Thanks in advance for your help!


----------



## cda (Apr 24, 2013)

Sounds like close to indoor dispensing per the fire code, will look at what that says


----------



## fireguy (Apr 24, 2013)

"For the Sparky's, is there such a thing as a simple incandecent light fixture, Class 1 Div 2D that is also suitable for oudoor use? When I called the supply house, I got the "WTH are you talking about" silence from the sales expert."

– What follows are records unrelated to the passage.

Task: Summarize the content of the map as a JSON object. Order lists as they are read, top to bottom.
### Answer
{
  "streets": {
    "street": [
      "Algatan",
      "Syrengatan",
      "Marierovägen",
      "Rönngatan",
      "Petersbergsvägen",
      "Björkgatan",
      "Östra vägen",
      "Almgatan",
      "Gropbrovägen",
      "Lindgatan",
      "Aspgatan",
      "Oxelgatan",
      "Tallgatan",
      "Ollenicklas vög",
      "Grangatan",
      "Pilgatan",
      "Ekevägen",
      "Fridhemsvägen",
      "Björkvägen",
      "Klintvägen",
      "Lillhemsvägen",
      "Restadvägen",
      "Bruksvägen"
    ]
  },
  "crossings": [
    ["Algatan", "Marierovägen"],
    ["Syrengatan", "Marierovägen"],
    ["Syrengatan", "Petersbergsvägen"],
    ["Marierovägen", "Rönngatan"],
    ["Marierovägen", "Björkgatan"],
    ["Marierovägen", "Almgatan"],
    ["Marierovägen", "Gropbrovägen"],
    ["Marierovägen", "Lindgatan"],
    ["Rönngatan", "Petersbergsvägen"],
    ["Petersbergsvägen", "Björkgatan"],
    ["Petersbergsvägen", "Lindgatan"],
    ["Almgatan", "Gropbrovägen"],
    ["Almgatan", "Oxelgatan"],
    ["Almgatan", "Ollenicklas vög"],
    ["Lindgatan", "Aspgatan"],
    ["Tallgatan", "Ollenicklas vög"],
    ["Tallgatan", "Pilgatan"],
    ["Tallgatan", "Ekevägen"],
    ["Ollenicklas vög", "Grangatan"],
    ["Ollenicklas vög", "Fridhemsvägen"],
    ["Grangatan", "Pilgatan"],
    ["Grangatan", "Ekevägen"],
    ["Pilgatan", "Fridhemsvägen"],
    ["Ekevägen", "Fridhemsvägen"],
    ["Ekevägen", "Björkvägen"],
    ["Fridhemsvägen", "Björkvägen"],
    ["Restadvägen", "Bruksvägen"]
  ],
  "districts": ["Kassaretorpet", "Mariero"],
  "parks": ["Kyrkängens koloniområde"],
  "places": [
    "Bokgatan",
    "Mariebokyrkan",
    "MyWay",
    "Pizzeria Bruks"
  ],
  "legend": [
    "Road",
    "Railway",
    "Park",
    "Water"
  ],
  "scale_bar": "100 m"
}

Emergency and exit lights are available for "damp locations" Are incandecents available with that rating?


----------



## Msradell (Apr 25, 2013)

Here's a listing of a bunch of Hubble, fixtures for Class I Div 2 areas: Hubbell Industrial Lighting : Products : Hazardous Class 1, Division 2 Cooper and many others also make them.  They are not cheap to say the least.  I worked in a chemical plant or everything was Class I electrically so any electrical project was very expensive.


----------



## GCtony (Apr 25, 2013)

Thank you all!  It sounds like I'm correct with Class 1 - D2

CDA, "Sounds like close to indoor dispensing per the fire code, will look at what that says"  I think this is open to opinion,  Personally I don't see how a build up for vapor would be probable. However, if there were a spill, obviously the chances increase for a build up of vapor, possibly collecting higher in the structure.  The "shed" is fully open on one side and the other three sides are open at the bottom.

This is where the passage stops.